Now, I’ve never had really strong self-esteem, but I’m at a place in my life where I no longer stare into a mirror and hate what I see. Still, I don’t think I’m anything special, and I have mixed feelings about celebrating physical attractiveness. On the other hand, I think it’s important to like who you are and how you see yourself.
Here’s an old photo of me, and although difficult to see, it represents three of my features that I find to be my best.
1. My eyes – I think they’re a really interesting color. They’re like the blue version of hazel. The closest color is gray, but that’s not entirely accurate. Depending on the light, my clothes, my mood, sometimes they are more blue or more green.

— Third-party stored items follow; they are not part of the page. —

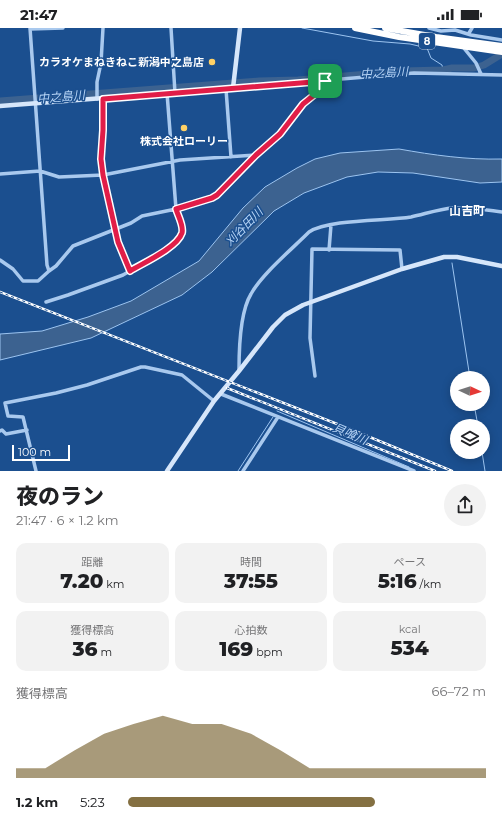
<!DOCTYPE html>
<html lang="ja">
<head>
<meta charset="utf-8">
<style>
	body { margin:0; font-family:Montserrat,"Noto Sans JP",sans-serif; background:#f2f2f2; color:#202124; height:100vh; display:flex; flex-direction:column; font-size:15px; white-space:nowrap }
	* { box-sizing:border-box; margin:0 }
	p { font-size:13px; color:#757577 }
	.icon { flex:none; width:22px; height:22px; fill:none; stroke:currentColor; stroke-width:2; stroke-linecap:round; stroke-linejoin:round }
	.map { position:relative; height:443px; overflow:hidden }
	.details { display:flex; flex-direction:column; background:#fff; flex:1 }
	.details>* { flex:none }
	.needle { width:26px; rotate:94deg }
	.tools { position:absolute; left:450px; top:343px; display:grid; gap:8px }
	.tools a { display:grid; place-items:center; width:40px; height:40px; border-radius:50%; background:#fff; box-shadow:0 2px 10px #0003; font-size:20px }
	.scale { position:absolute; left:12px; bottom:10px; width:58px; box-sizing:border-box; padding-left:4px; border:2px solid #fff; border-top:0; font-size:11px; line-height:14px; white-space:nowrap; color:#fff; -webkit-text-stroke:3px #1b4f8f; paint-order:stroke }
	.pin { position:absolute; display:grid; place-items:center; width:34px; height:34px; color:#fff; margin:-17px; border-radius:8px; box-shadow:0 2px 6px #0006 }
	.round { display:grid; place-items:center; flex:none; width:42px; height:42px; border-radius:21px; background:#f2f2f2 }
	.summary { display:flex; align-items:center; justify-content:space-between; height:68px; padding:0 16px }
	h1 { font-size:22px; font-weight:800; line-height:30px }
	.metrics { display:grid; grid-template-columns:repeat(3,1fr); gap:6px; height:68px; padding:4px 16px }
	.metrics div { display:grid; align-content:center; border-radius:10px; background:#f2f2f2; text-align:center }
	.metrics b { font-size:20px; font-weight:800 }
	.metrics small { font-size:11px; font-weight:400 }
	.metrics p { font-size:11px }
	.chart { height:112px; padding:8px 16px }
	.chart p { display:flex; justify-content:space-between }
	.chart svg { width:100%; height:72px; margin-top:4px; fill:#847042; opacity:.7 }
	ul { padding:0 16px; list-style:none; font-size:13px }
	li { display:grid; grid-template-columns:64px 48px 1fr; align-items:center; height:30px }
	li i { height:10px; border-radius:5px; background:#847042 }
	.status { display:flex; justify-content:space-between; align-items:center; height:28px; padding:0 20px; background:#fff; direction:ltr }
	.status svg { height:11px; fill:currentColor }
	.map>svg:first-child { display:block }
</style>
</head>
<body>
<div class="status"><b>21:47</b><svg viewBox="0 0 49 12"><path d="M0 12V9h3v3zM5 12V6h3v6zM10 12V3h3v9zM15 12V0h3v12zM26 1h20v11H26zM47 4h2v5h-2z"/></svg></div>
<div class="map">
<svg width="502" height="443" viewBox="0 0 502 443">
	<rect width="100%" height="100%" fill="#1b4f8f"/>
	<path fill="#3c6290" stroke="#9cc4f0" d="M 399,121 C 433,127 467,132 502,131 L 502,154 L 480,155 L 413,145 L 378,144 L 347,149 L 304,165 L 274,183 L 212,244 L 182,267 L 91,310 L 0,332 L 0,306 L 42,303 L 88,289 L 131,273 L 199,233 L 243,180 L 265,159 L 297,140 L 315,131 L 340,125 Z"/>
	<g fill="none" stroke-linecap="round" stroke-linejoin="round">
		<path stroke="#9cc4f0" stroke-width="1" d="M 302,0 L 373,13 L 410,16 L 427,20 L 431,30 L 442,37 L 443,42
			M 452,235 L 470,350
			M 474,376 L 478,398
			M 277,383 L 409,439
			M 482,424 L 485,443
			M 238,443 L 273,389"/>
		<path stroke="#3c6290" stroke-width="7" d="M 0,73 L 259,53 L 298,52 L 403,43 L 443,42 L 452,40 L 474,40 L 484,37 L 502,26"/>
		<path stroke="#a9c9ee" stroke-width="3.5" d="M 30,0 L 47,237 L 49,243
			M 171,0 L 175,65
			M 429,0 L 441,3 L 455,2 L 471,7 L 502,12
			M 30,1 L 63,0
			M 469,5 L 472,0
			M 463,19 L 476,35 L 481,46
			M 233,60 L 414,45 L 502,47
			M 226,61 L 231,129
			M 97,71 L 97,54 L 101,35 L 103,0
			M 103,71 L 103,102 L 101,131 L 103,147 L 118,214 L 130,243
			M 0,146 L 40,143 L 59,149 L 103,147 L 180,132 L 256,127 L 280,106 L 303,77 L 324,59 L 325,53
			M 329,222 L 331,197
			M 0,232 L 13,241 L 23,253 L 38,253 L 49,243 L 56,238 L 73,218 L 131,195 L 142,188 L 176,181 L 212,170 L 217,167 L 256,127
			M 46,274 L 68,267 L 123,247 L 169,220 L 180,208 L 182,204 L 182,200 L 176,181 L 167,65
			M 239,342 C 239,321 240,284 251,266 C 262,246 292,221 309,204 C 329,191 386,193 411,189 C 425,186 439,181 453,180 C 469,179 486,182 502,184
			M 315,348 L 310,310 L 312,221 L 400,222 L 402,241
			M 221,366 L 414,443
			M 0,403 L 2,402 L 6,406 L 27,402
			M 36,443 L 23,389 L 8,388 L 5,375 L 56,365 L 87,357 L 141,339 L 145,339 L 182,347 L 214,373
			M 243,443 L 278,389"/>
		<path stroke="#d6e6fa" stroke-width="4.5" d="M 0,78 L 233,60 L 240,0
			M 167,443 L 214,373 L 239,343 L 273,299 L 285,287 L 303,277 L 402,241 L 444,229 L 457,229 L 502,238"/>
		<path stroke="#fff" stroke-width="6" d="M 355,0 L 399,9 L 502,24
			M 385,0 L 436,9 L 502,18"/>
		<defs>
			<path id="rail" d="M 0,264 L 355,403 L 452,443
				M 227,360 L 435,443"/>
		</defs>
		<use href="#rail" stroke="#fff" stroke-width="2.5"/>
		<use href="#rail" stroke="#1b4f8f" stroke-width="1" stroke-dasharray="3" stroke-linecap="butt"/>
	</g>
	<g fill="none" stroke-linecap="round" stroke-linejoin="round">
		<defs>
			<path id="route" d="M 325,53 L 324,59 L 303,76 L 280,106 L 256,127 L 217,167 L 212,170 L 176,181 C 178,188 184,198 182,205 C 177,220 143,235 130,243 L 118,214 L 103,147 L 101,131 L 103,102 L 103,71 Z"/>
		</defs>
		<use href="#route" stroke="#fff" stroke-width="8"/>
		<use href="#route" stroke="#e11d48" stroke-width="5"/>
	</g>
	<g fill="#ffd166" stroke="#1b4f8f" stroke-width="1.5">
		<circle cx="212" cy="34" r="4"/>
		<circle cx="184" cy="100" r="4"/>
	</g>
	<g text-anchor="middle" stroke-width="3" stroke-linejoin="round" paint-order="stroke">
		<rect fill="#1b4f8f" stroke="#bbcadd" stroke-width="1" x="419" y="5" width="16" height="16" rx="3"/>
		<g font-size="10" font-weight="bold" fill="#fff">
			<text x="427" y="17">8</text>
		</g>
		<g font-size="11" font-weight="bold" fill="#fff" stroke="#1b4f8f" text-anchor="end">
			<text x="204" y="38">カラオケまねきねこ新潟中之島店</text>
			<text x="184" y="117" text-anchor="middle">株式会社ローリー</text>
		</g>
		<g font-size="12" font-style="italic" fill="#b5d3f5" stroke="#1b4f8f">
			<text transform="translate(384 45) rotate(-3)" y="4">中之島川</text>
			<text transform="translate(61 69) rotate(-5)" y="4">中之島川</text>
			<text transform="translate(244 199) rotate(-46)" y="4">刈谷田川</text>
			<text transform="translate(350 406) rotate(23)" y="4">貝喰川</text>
		</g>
		<g font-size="12" font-weight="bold" fill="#fff" stroke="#1b4f8f">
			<text x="467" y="187">山吉町</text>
		</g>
	</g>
</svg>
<div class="tools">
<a><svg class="needle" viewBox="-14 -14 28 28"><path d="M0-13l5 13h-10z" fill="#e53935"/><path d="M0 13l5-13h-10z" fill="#757577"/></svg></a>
<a><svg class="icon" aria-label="layers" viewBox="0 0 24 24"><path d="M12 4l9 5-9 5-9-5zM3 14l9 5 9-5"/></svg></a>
</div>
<div class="scale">100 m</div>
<div class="pin" style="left:325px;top:53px;background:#1e9e55"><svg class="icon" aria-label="arrive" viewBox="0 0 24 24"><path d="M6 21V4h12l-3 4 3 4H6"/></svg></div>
</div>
<section class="details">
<div class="summary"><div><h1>夜のラン</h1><p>21:47 · 6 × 1.2 km</p></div><a class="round"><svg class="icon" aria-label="share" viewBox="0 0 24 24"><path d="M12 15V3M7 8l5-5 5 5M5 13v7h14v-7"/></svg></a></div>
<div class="metrics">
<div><p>距離</p><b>7.20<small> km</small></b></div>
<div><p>時間</p><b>37:55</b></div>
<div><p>ペース</p><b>5:16<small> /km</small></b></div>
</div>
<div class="metrics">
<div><p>獲得標高</p><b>36<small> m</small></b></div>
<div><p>心拍数</p><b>169<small> bpm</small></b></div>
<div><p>kcal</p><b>534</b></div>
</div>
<div class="chart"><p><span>獲得標高</span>66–72 m</p>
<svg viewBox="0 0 160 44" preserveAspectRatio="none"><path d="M0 44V38L10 38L20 27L30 17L40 11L50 6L60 11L70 11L80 17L90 27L100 38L110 38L120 38L130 38L140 38L150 38L160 38V44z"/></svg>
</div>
<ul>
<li><b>1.2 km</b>5:23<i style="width:69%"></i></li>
</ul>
</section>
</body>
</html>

I don’t mean to brag, but I always thought the quote from The Princess Bride really fits them: “eyes like the sea after a storm.”

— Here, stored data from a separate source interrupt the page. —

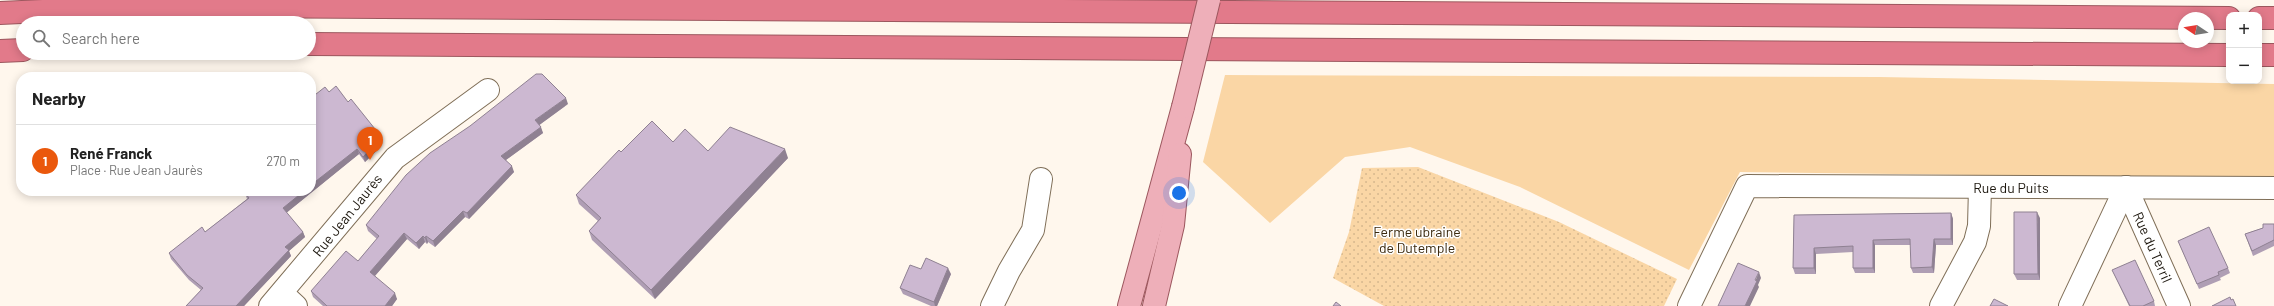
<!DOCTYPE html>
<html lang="en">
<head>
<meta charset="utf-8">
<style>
	:root { --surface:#fff; --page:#f2f2f2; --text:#222; --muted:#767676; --line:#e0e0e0; --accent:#ea580c }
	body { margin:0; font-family:Barlow,sans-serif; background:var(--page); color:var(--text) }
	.controls { position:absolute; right:12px; top:12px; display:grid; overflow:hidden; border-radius:8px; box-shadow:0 2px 10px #0003 }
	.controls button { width:36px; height:36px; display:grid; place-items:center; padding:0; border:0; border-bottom:1px solid var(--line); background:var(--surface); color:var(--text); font:20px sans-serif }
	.compass { position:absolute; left:2178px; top:12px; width:36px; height:36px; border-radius:50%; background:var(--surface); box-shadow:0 2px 10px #0003; rotate:282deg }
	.you { position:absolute; left:1179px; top:193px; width:14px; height:14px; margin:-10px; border:3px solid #fff; border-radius:50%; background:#1a73e8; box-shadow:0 0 0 6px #1a73e833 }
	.badge { display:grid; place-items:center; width:26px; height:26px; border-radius:50%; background:var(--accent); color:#fff; font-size:13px; font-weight:700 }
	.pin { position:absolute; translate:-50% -33px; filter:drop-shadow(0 1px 2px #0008) }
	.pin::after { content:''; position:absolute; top:21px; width:14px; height:12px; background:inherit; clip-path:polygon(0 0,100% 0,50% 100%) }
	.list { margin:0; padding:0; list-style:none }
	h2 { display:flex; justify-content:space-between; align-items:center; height:52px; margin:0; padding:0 16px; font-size:17px }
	h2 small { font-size:13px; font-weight:400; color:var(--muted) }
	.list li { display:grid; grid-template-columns:26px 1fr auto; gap:12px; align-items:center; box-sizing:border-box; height:72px; padding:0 16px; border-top:1px solid var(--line) }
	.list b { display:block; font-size:15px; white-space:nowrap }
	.list p { margin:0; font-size:13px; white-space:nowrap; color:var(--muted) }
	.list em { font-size:13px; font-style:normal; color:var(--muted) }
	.icon { flex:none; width:22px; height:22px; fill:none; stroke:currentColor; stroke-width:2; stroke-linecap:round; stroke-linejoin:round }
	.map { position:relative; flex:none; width:2274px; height:306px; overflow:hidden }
	.search { position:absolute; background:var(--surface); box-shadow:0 2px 10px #0003; left:16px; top:16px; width:300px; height:44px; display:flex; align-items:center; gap:10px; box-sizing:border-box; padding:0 14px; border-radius:22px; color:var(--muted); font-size:15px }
	.panel { position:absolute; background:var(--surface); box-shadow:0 2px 10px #0003; left:16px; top:72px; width:300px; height:124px; border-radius:16px }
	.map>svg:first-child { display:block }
	.grass { fill:#fad6a5 }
	.park { fill:url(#park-dots) }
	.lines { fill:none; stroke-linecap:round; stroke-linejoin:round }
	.minor-casing { stroke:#7f6e57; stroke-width:24 }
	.major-casing { stroke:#9c575e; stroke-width:24 }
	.highway-casing { stroke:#9c575e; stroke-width:24 }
	.minor { stroke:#fff; stroke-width:22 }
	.major { stroke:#eeafb9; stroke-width:22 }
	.highway { stroke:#e27a8a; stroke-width:22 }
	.major-bridge-casing { stroke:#9c575e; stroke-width:24; stroke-linecap:butt }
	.major-bridge { stroke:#eeafb9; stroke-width:22 }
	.wall { fill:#af9eb4 }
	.shaded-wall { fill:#8f8192 }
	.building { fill:#ccb8d1; stroke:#8f8192 }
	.labels { text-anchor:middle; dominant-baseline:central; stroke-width:3; stroke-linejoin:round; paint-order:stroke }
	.street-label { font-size:14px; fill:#1b150c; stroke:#fff }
	.park-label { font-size:14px; fill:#3b290d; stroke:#fff }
</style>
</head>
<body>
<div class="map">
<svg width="2274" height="306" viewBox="0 0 2274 306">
	<defs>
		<pattern id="park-dots" width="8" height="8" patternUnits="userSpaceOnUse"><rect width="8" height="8" fill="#fad6a5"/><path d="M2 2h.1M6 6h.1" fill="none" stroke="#d6b78d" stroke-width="1.8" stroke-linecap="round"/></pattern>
	</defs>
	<rect width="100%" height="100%" fill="#fff7ed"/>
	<polygon class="grass" points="1225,75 1879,77 2274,84 2274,179 1740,172 1689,270 1520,187 1410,147 1345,157 1270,223 1203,162"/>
	<polygon class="park" points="1418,167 1559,222 1677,279 1664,306 1384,306 1333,278 1349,232 1362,168"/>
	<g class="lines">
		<defs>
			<g id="minor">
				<polyline points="2126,187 2179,306"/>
				<polyline points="282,293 296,306"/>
				<polyline points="270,306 395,158 488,90"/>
				<polyline points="992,306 1009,271 1033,230 1041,179"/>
				<polyline points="1689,306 1747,186 2274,188"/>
				<polyline points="1941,306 1975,242 1979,226 1980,187"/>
				<polyline points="2070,306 2126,187"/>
			</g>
			<g id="major">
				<polyline points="1129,306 1183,107"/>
				<polyline points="1154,306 1173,225 1180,154"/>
			</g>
			<g id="highway">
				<polyline points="0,13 129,7 231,6 2229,18"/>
				<polyline points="2259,18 2274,18"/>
				<polyline points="309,44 2229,55"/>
				<polyline points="0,51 23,50"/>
				<polyline points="2259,55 2274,55"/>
			</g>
		</defs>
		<use href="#minor" class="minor-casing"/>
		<use href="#major" class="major-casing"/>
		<use href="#highway" class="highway-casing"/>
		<use href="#minor" class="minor"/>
		<use href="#major" class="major"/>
		<use href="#highway" class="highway"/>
		<defs>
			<polyline id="major-bridge" points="1183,107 1209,0"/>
		</defs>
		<use href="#major-bridge" class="major-bridge-casing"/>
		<use href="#major-bridge" class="major-bridge"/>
	</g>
	<g class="wall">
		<polygon points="329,92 348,102 381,140 374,147 376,151 365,162 359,154 286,213 303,232 305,237 289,251 291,256 244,306 186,306 201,290 189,280 171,259 169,253 205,232 247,199 245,193 311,191"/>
		<polygon points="568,104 539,125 543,133 506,160 514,172 469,219 465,217 435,247 428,242 427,244 425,242 419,249 407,239 375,276 397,299 392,306 323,306 313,297 311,291 358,261 377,239 368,231 366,225"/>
		<polygon points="673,142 708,151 788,158 655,299 592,240 589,231 598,221 579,204 576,195 621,152"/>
		<polygon points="1951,213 1953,219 1953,245 1936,245 1934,273 1913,273 1911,268 1911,245 1875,245 1875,273 1855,273 1853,268 1853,252 1816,254 1816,274 1795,274 1793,268 1794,215"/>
		<polygon points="2040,218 2040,280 2017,280 2014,274"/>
		<polygon points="2274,224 2274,246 2253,256 2245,234"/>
		<polygon points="2178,241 2228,268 2230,273 2220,278 2221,280 2199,289"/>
		<polygon points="921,269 951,274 937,306 931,306 903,294 900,288"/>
		<polygon points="2112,270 2154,301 2155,306 2129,306 2115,276"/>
	</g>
	<g class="shaded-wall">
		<polygon points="566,98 568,104 538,126 535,120"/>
		<polygon points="541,127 543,133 503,162 501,156"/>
		<polygon points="379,134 381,140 374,147 376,151 365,162 363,157 371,142"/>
		<polygon points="357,149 359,154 285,214 283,208 304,191 311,191 311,185"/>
		<polygon points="785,149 788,158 655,299 651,290"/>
		<polygon points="512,166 514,172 469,219 467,213"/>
		<polygon points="463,211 465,217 435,247 433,241"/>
		<polygon points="2037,212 2040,218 2040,280 2038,274"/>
		<polygon points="1951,213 1953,219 1953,245 1951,239"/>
		<polygon points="303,232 305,237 289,251 291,256 244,306 236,306 285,247"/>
		<polygon points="404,233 407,239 373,278 370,272"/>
		<polygon points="423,236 425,242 419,249 416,243"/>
		<polygon points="426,236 428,242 427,244 425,238"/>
		<polygon points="1934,239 1936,245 1934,273 1932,267"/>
		<polygon points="1873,240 1875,245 1875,273 1873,268"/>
		<polygon points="1814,248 1816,254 1816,274 1814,268"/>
		<polygon points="948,268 951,274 937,306 935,306 934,302"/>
		<polygon points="1759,272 1761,278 1758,285 1759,287 1750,306 1745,306"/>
		<polygon points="395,293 397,299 392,306 385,306"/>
	</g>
	<g class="building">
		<polygon points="536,74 542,74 566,98 535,120 541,127 501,156 512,166 467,213 463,211 433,241 426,236 425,238 423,236 416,243 404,233 370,272 395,293 385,306 327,306 311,291 346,251 358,261 379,236 366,225 406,175 430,153 470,126"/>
		<polygon points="336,86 348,102 351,99 379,134 371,142 374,145 363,157 357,149 311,185 311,98 325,87 329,92"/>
		<polygon points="652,121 673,142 685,129 708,151 730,127 785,149 651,290 589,231 601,218 576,195 619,150 621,152"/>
		<polygon points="248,191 304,191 283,208 303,232 285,247 289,250 236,306 186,306 203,288 187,275 169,253 202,227 205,232 249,198 245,193"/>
		<polygon points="2014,212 2037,212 2038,274 2014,274"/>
		<polygon points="1951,213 1951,239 1934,239 1932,267 1911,268 1910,239 1873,240 1873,268 1853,268 1853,246 1814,248 1814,268 1793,268 1794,215"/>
		<polygon points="2263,224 2274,224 2274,240 2252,251 2245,234 2263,228"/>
		<polygon points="2209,227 2228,268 2218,272 2219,275 2197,284 2178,241"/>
		<polygon points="926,258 948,268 934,302 900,288 910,265 921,269"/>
		<polygon points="2135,260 2154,301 2143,306 2130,306 2112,270"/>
		<polygon points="1738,263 1759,272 1755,280 1757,281 1745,306 1718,306"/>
		<polygon points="2230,297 2231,300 2233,299 2236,306 2212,306"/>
		<polygon points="1994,299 2008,306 1990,306"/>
		<polygon points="1336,302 1341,306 1333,306"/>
	</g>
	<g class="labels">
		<g class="street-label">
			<text x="2011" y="187">Rue du Puits</text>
			<text transform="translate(347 215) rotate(-51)">Rue Jean Jaurès</text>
			<text transform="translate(2153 247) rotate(66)">Rue du Terril</text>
		</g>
		<g class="park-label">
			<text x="1417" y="231">Ferme ubraine<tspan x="1417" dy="16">de Dutemple</tspan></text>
		</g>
	</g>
</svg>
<div class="controls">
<button>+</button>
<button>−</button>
</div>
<svg class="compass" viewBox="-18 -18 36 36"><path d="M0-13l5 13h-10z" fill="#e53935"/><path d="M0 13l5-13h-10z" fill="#767676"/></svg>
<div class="you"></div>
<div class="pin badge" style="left:370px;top:160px">1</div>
<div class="search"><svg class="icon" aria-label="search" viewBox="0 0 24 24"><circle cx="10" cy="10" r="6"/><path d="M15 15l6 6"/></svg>Search here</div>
<section class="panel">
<h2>Nearby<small></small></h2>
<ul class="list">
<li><span class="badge">1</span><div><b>René Franck</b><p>Place · Rue Jean Jaurès</p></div><em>270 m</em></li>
</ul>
</section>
</div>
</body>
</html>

2. My hands – They’re not really much to look at. I have large knuckles, odd bumps and scars and road rash (more on that in a minute), and they’re really starting to show where they will be very wrinkled, which is scaring the heck out of me. BUT…these hands do amazing things. For example,they play flute and make intricate crochet pieces, like this one:
3. My scars – This is going to be weird but also cliche. What I mean is that people place scars in one of two categories. In the first, they want to hide them, see them as ugly, etc. Which is why it’s weird that I picked them as a best physical feature. In the other, people are proud of them because they stand for overcoming some sort of adversity. This is a bit more cliche, and mine aren’t quite that extreme. I was in a car accident approximately 15 years ago, sliced up my head and left arm and broke my left hand in three places. I was terrified I’d never play flute or crochet again. Thankfully, I’m a super healer. It was also my first year teaching, and I walked into my first classroom only two weeks from the accident…into one of the worst years of my life. Yet here I am, and every terrible thing that school and those kids put me through set me up for later success, and I’m in a much better place.